With only 1 week to redesign such high-traffic apps I spent a bulk of the time researching the products' performance and user experience and identifying UX/UI hiccups and possible solutions to target in their improvement; connecting the product and brand purpose more closely with endeavored impact performance.

Contribution

I created all visual assets for mockups following relevant company identity guidelines and in some cases expanding the brand langauge.

Deliverable(s)

KLM: 3 screens in succession for mobile app; PayPal, homepage cross-platform (Android, iPhone, and Desktop)

Intro Screen Pipeline

At a Glance

Birds-Eye

KLM: Overview

Design Foundation

I chose to do the first three screens for KLM (since I do fly KLM). I felt in general that the design was a little withdrawn for a brand that pronounces 'user friendliness' as one of its guiding principles. For this redesign I focused on giving the UI more breathing space, omitting unnecessary words, and creating a more intuitive visual and structural hierarchy that matches the general user’s model of the flying process at the airport.

Approach

From my brand research into KLM’s vision, I found they were/are struggling with staying traditional and professional while updating. I sought to first, align their UI with brand values and pivot the app's UX towards a user's in-airport experience. I added an abstract geometric cloud theme to the app. using circles (to match their crown logo design), with a white gradient. Though clouds might normally be considered cliché, here it feels subtle and feminine (as KLM indicated they desire), calming for first-time flyers, and youthful in the sense that they do not take themselves too seriously as to use clouds.

Goal(s)

Energize KLM UI while maintaining a hint of its traditional aesthetic.

Branding should maintain KLM style of class, allure and confidence.

App. Needs (according to users and KLM)

To be: Open, pragmatic, progressive, lively, fresh & maintain a feminine touch.

Look & Feel

Clean, Punctual, Hospitable, Friendly, Capable, Modern, Feminine, Dutch

Special Sauce

I added 3 colors to the KLM palette to help distinguish important content within the UI. KLM had an April Fools’ Joke in 2016 about adding 'orange' to their palette, which the public loved to which they replied “just kidding!” I found that Rietveld had actually been consulted to design the interior of the planes but that his work was never implemented. I decided to add Rietveld’s colors back to the UI to use as secondary and highlight tones; they are the blue-green, yellow-orange, and green (hardly used). The blue is in the cloud gradient, which actually has the current KLM blue hue within its gradient! I also kept their Danish type NoaLT for headlines and used Roboto for all other informative text.

Details and Comparison

Launch Screen

Behind the Design

I focused on expressing brand and clarifying actions for the user: to check in, log in for changes, and create an account.

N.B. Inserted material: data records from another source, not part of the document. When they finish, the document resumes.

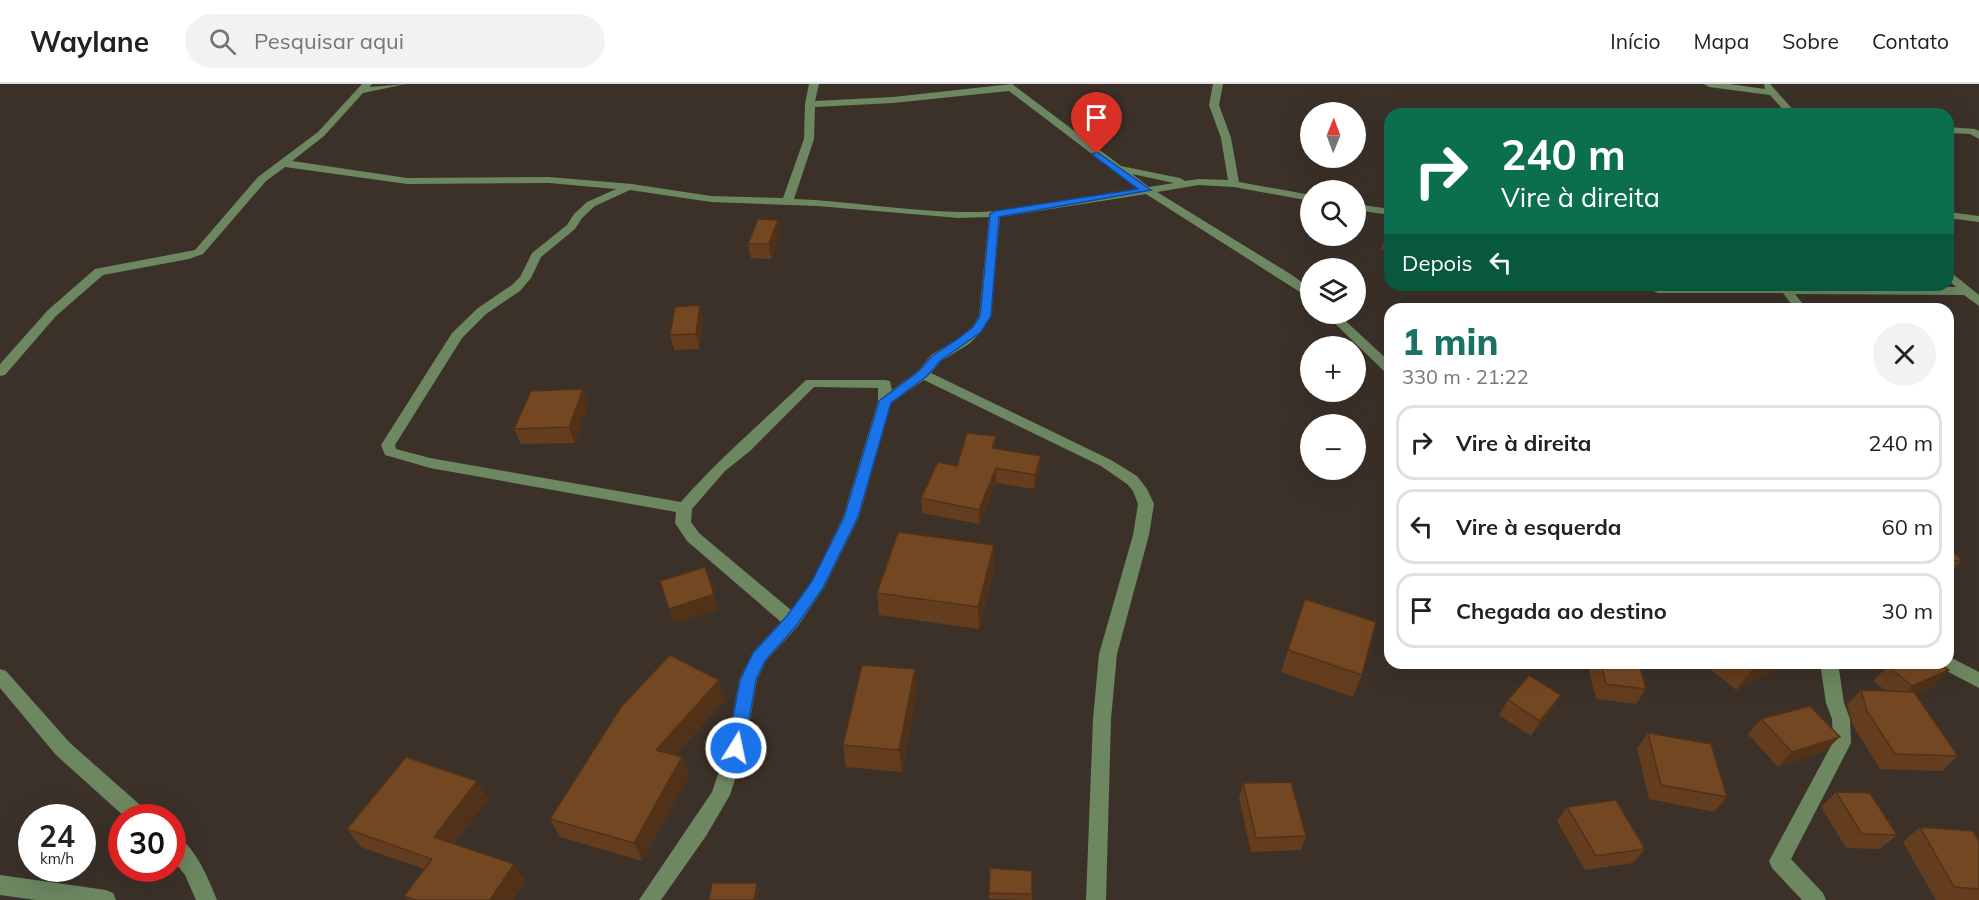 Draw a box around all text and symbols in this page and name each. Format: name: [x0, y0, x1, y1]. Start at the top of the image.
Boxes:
search box: [185, 14, 605, 68]
text: Waylane: [30, 24, 149, 59]
icon: search: [206, 25, 239, 58]
text: Pesquisar aqui: [254, 27, 404, 55]
text: Início: [1610, 28, 1660, 54]
text: Mapa: [1693, 28, 1749, 54]
text: Sobre: [1782, 28, 1839, 54]
text: Contato: [1872, 28, 1949, 54]
pin: [1071, 92, 1122, 154]
icon: arrive: [1080, 101, 1113, 134]
north arrow: [1300, 102, 1366, 168]
map controls: [1300, 102, 1366, 480]
text: 240 m: [1501, 128, 1626, 181]
icon: right: [1402, 132, 1480, 210]
button: search: [1300, 180, 1366, 246]
text: Vire à direita: [1501, 180, 1660, 214]
icon: left: [1484, 246, 1517, 279]
text: Depois: [1402, 249, 1472, 277]
button: layers: [1300, 258, 1366, 324]
text: 1 min: [1402, 319, 1498, 364]
button: close: [1873, 323, 1936, 386]
button: +: [1300, 336, 1366, 402]
text: 330 m · 21:22: [1402, 364, 1528, 389]
button: −: [1300, 414, 1366, 480]
icon: right: [1405, 426, 1438, 459]
text: Vire à direita: [1456, 429, 1591, 457]
text: 240 m: [1868, 429, 1933, 457]
icon: left: [1405, 510, 1438, 543]
text: Vire à esquerda: [1456, 513, 1621, 541]
text: 60 m: [1882, 513, 1933, 541]
icon: arrive: [1405, 594, 1438, 627]
text: Chegada ao destino: [1456, 597, 1667, 625]
text: 30 m: [1882, 597, 1933, 625]
position arrow: [704, 716, 768, 780]
speed limit sign: 30: [108, 804, 186, 882]
text: 24: [39, 817, 75, 855]
text: km/h: [40, 849, 74, 868]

I added ‘Check-in’ for the in-transit user who, while at the airport, is tired, rushed, and needs to find their itinerary quickly.

I removed the duplicate logo atop to better follow Material design (Google recommends not having company branding within the app). I also felt the homescreen was a great chance to shine in terms of look and feel, for this reason I brought their one-liner forward, added a cloud background theme, created a symbol for 'booking' (airplane with a '+'), and surfaced actions from indirect links (such as flight browsing).

Look & Feel

Calm, Collected, Quick-linking

Interaction

Introduces brand and maintains visual cues to log in screen.

Details and Comparison

Log in Screen

Behind the Design

For the log in screen, again I maximised the directive quote atop. Made it clear that the user needs to have a 'Flying Blue' account or PIN in order to log in while making it more apparent for them to create such an account as well.

I wanted this screen to be a little more colorful so I adopted the social log in trend from other applications that were popular at the time to bring out the quick access buttons.

This screen features a new top bar following material design guidelines and 'active' yellow fromt the expanded Rietveld brand hues.

Look & Feel

Minimal & Intuitive

Interaction

Introduces brand and maintains visual cues from launch screen.

Details and Comparison

Booking Screen

Behind the Design

The 'booking' screen is my dream version of a more informative but minimal itinerary view. Their old screen is a bit confusing in the sense that it shows round-trips as if they are one ticket, which creates confusion if you have already taken the first flight. At a minimum, it should have ‘to’ and ‘from’ and flight times readily visible.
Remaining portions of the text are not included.